Use chafe protection on any line that could be chafed by contact with chocks, pilings or any part of the boat. Old water hose sections or similar flexible material can be used. Be sure the chafe protection is secured on the part of the line where it’s needed.
When securing lines, put the eye end on outer pilings so that the line can be adjusted from the boat. On the floating dock, put the eye end on the boat to allow adjustment from the dock. Use a proper Clove Hitch knot on cleats so that the lines can be adjusted. If you don’t know how to tie a Clove Hitch, ask someone or go online to a site such as “animatedknots.com”.
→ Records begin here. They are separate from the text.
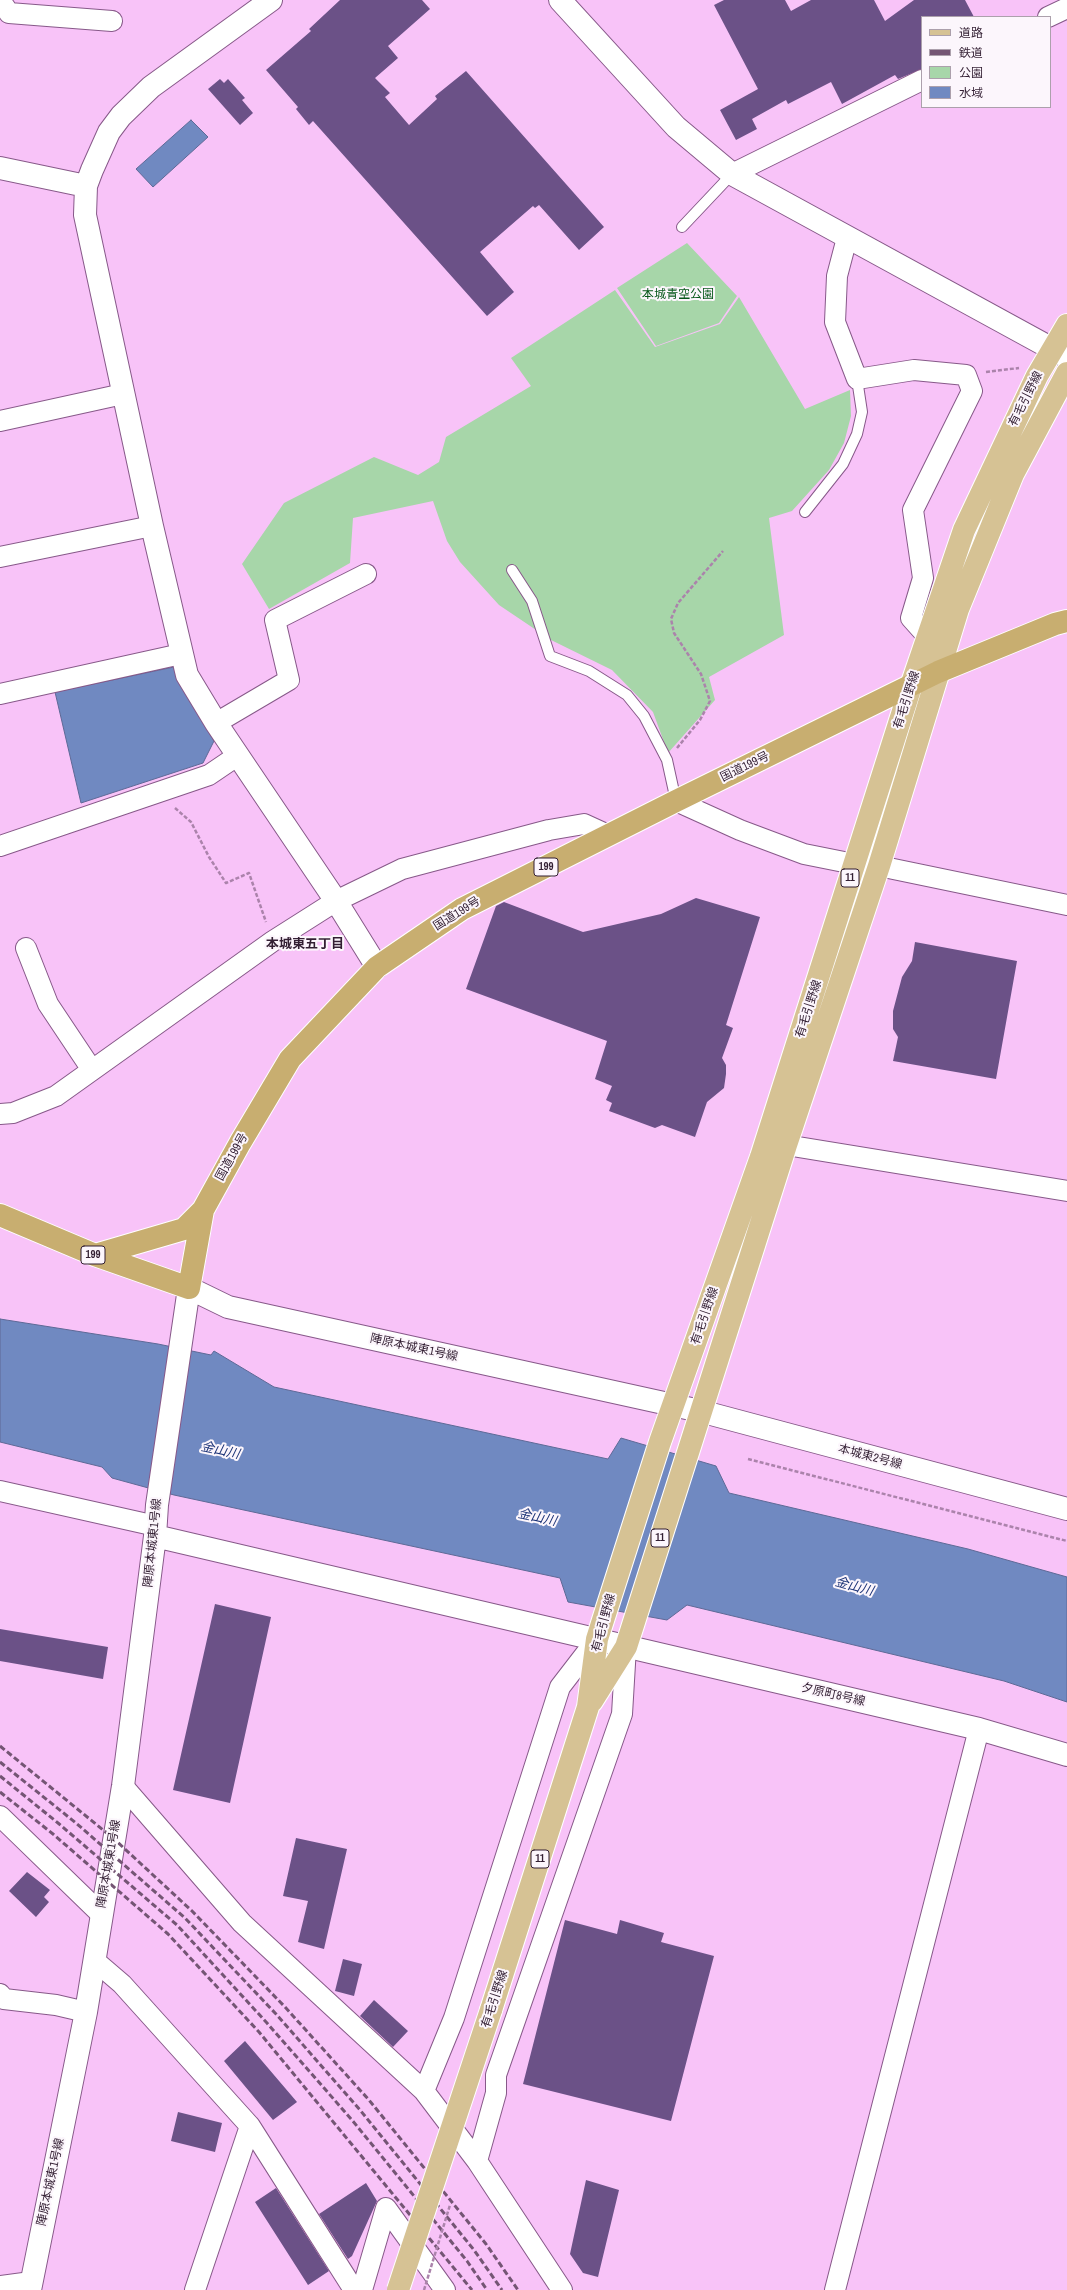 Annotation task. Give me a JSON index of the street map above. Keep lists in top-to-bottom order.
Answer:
{
  "streets": {
    "highway": ["国道199号", "199"],
    "main road": ["有毛引野線", "11"],
    "street": ["陣原本城東1号線", "本城東2号線", "夕原町8号線"]
  },
  "crossings": [
    ["有毛引野線", "国道199号"],
    ["有毛引野線", "陣原本城東1号線"],
    ["有毛引野線", "本城東2号線"],
    ["有毛引野線", "夕原町8号線"],
    ["国道199号", "199"],
    ["国道199号", "陣原本城東1号線"],
    ["199", "陣原本城東1号線"],
    ["陣原本城東1号線", "本城東2号線"],
    ["陣原本城東1号線", "夕原町8号線"]
  ],
  "districts": ["本城東五丁目"],
  "water": ["金山川"],
  "parks": ["本城青空公園"],
  "legend": [
    "道路",
    "鉄道",
    "公園",
    "水域"
  ]
} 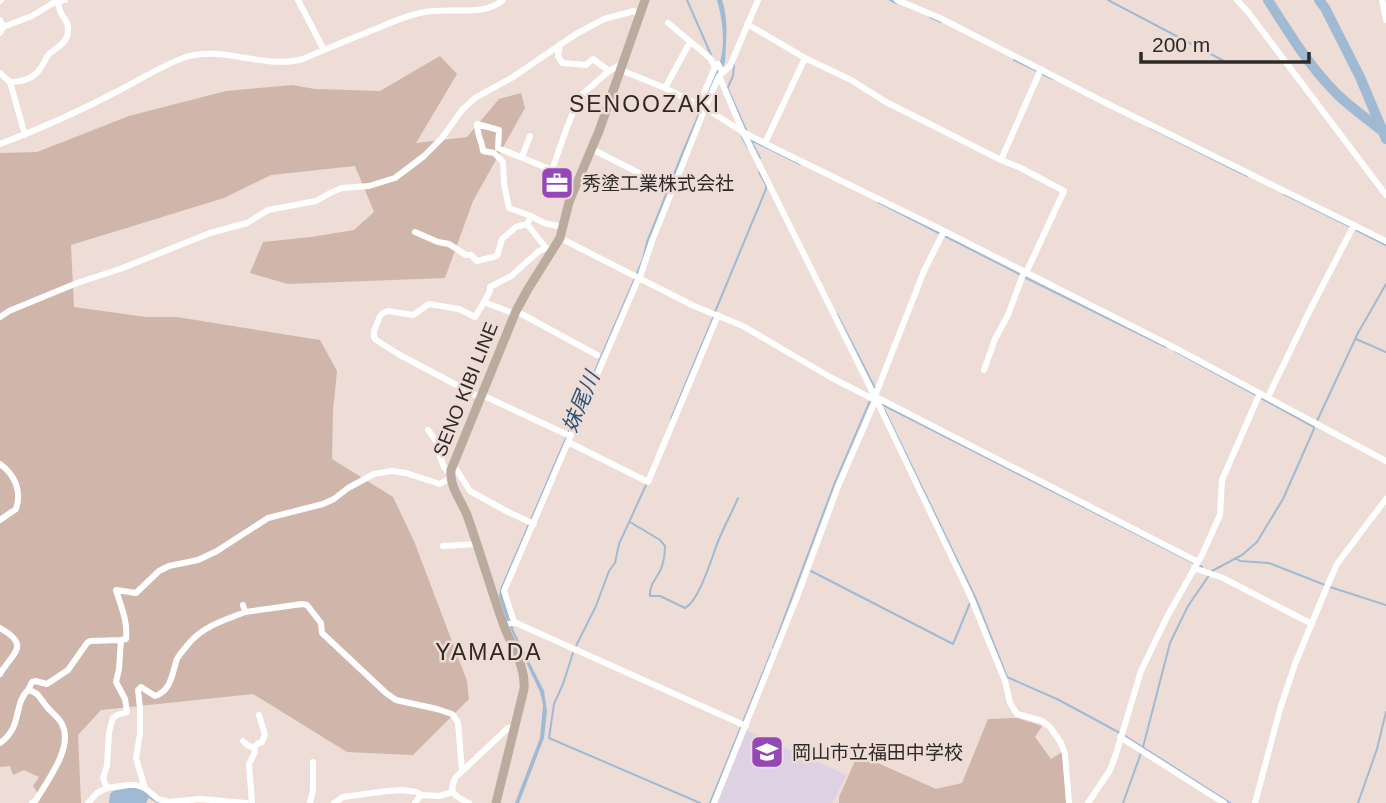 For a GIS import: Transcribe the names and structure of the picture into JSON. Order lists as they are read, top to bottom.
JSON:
{
  "streets": {
    "main road": ["SENO KIBI LINE"]
  },
  "districts": ["SENOOZAKI", "YAMADA"],
  "water": ["妹尾川"],
  "places": {
    "office": ["秀塗工業株式会社"],
    "school or university": ["岡山市立福田中学校"]
  },
  "scale_bar": "200 m"
} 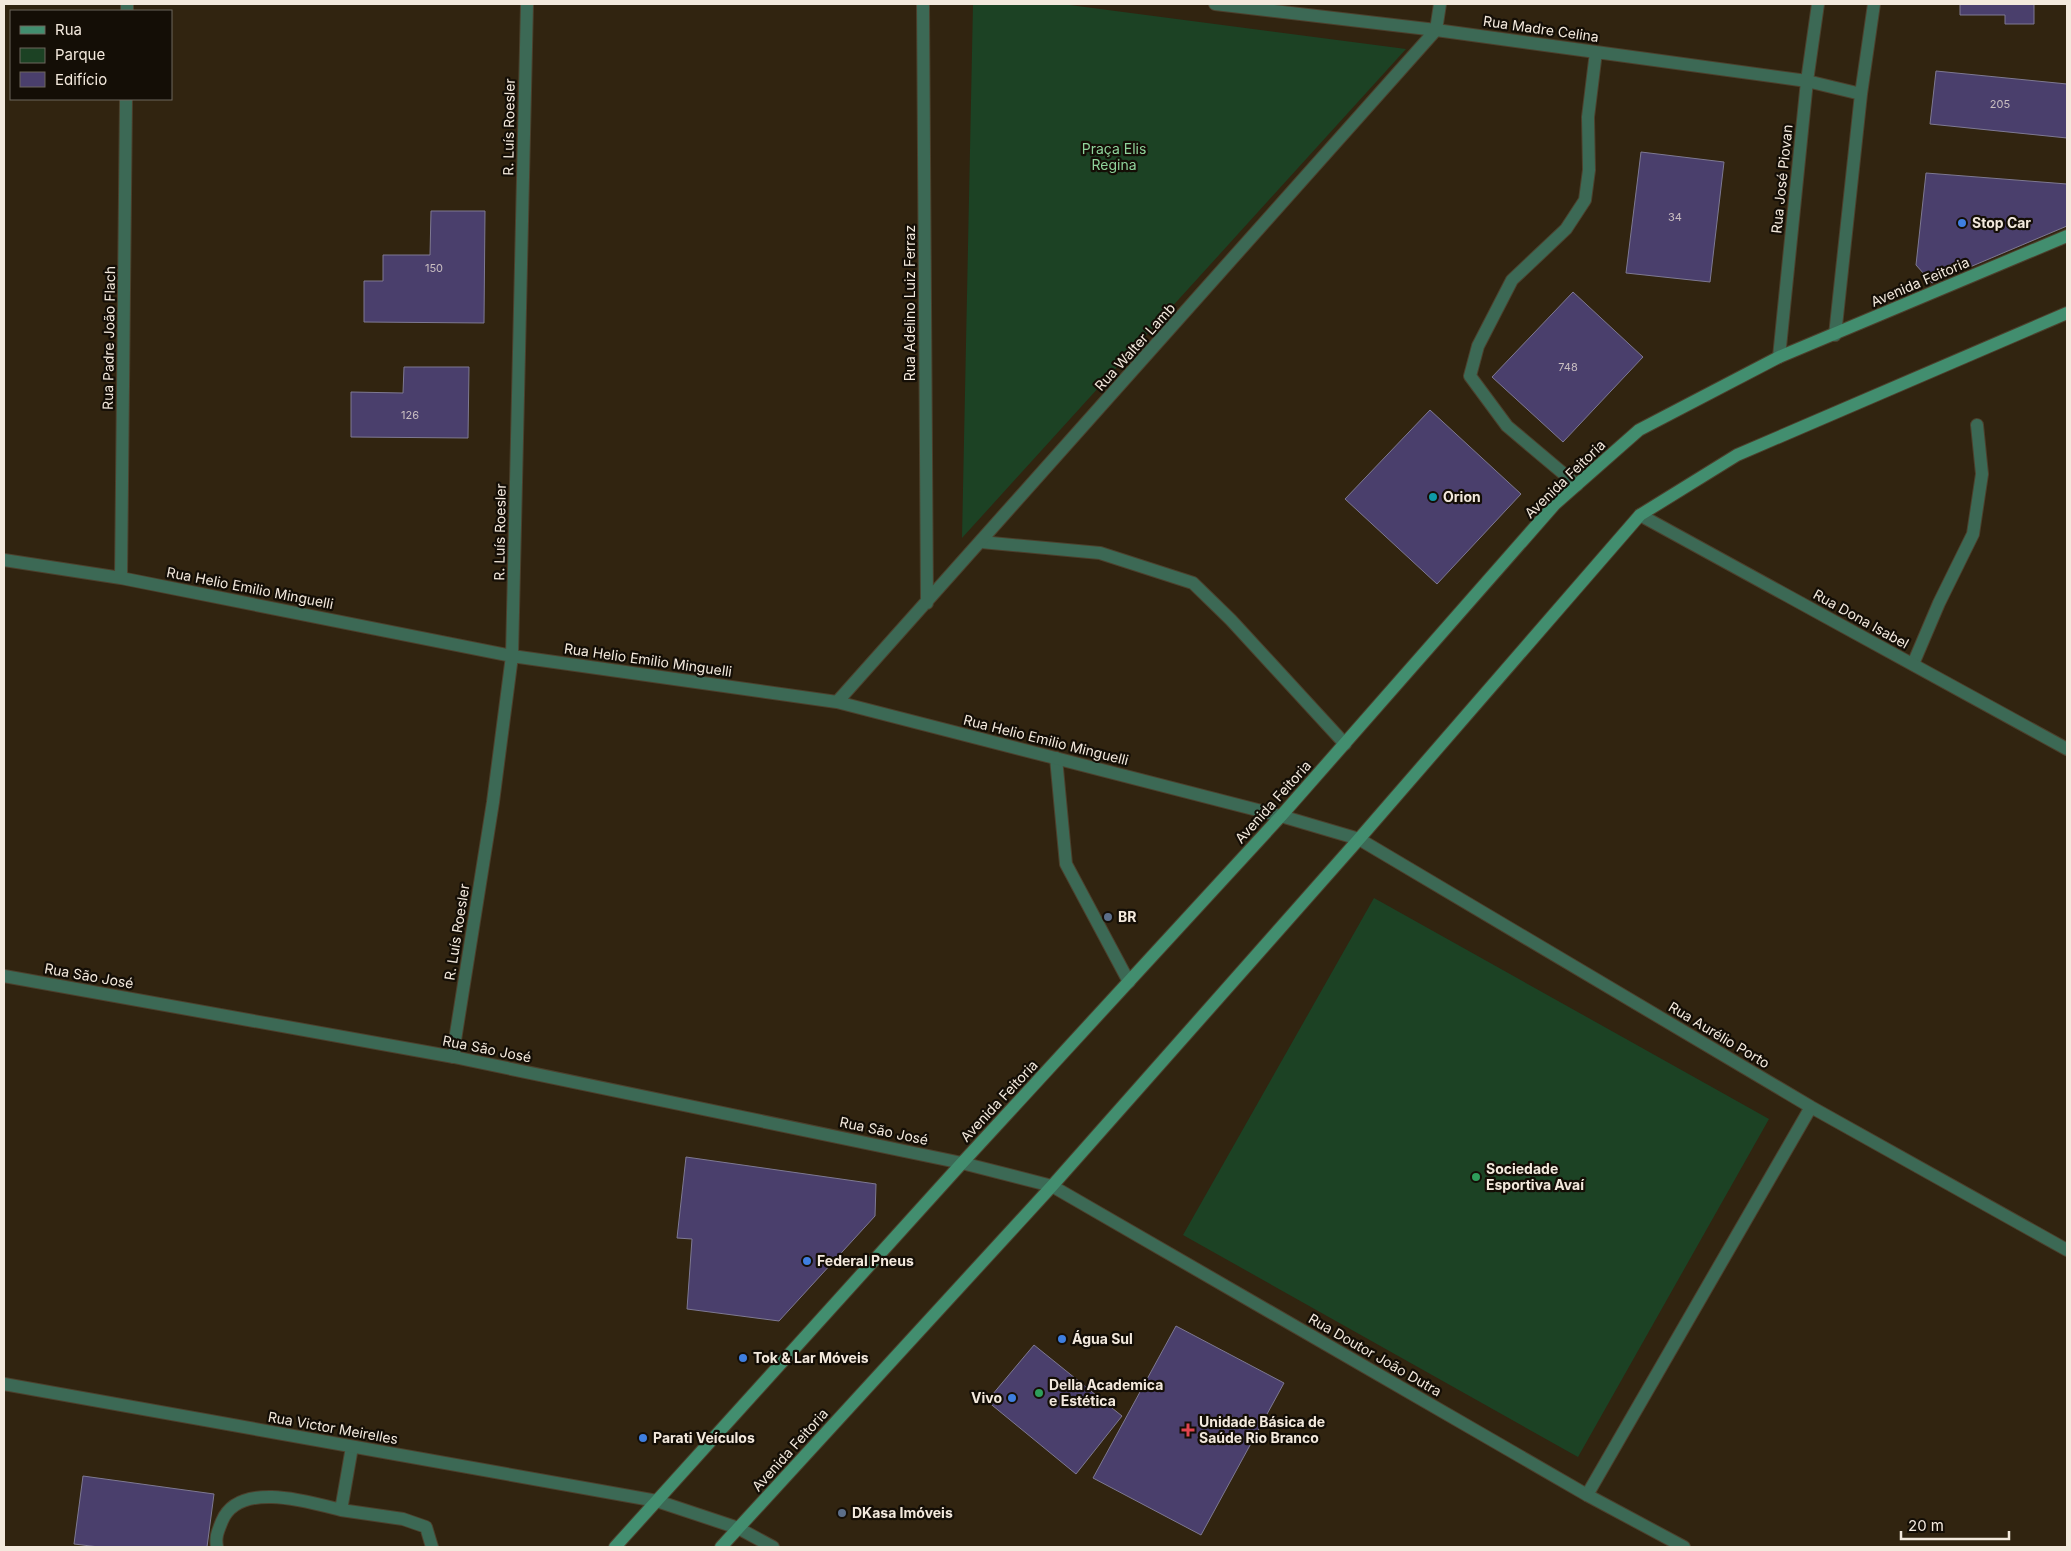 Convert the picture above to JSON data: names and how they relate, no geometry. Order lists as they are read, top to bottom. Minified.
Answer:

Secure lines high on the outer pilings to prevent the line from being snapped when the boat rises with the storm surge. Remember that the slack in the lines placed high on a piling close to the boat will increase as the water rises. Plan for the increased slack to prevent the boat from hitting the dock. Spring lines are essential. This effect is not as significant on a line secured to a distant piling (think geometry), so be sure to add a line to a distant piling on the side away from the finger pier. You may not be able to get to your boat during a severe storm to adjust the lines.
If you have an outside slip, put the bow towards the outside to reduce the force of the usual wind from the Northeast unless you have the problem of a large stern platform that is close to the dock even when properly secured. Spring lines are essential to prevent the boat from being thrown against the dock.
Fenders and fender boards won’t compensate for a poor dock line arrangement, however, they can offer some additional protection if the boat is properly secured.
Remove or securely tie-down canvas bimini tops, dodgers, and cockpit covers. These will be damaged in a high wind and also increase the wind force on the boat. Remove sails if winds are predicted to be above 50 knots.